"""

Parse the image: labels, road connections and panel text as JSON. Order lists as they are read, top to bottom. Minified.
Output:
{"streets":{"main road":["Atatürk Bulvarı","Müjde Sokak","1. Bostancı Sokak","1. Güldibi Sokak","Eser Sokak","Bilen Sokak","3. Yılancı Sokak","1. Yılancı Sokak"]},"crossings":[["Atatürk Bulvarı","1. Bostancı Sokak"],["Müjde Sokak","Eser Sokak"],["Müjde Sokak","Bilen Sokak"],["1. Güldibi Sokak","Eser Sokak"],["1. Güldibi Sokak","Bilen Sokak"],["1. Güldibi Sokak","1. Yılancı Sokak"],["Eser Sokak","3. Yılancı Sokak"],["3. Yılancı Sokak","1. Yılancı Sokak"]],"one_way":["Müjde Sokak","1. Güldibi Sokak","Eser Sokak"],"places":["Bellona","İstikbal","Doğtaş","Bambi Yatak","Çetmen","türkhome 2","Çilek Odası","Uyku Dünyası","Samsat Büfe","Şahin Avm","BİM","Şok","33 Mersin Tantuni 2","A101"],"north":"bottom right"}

"""

◆ What you need to do:
Lines with "road" in them: work out how many there are in the listing and give the figure alone.

◆ Written solution:
2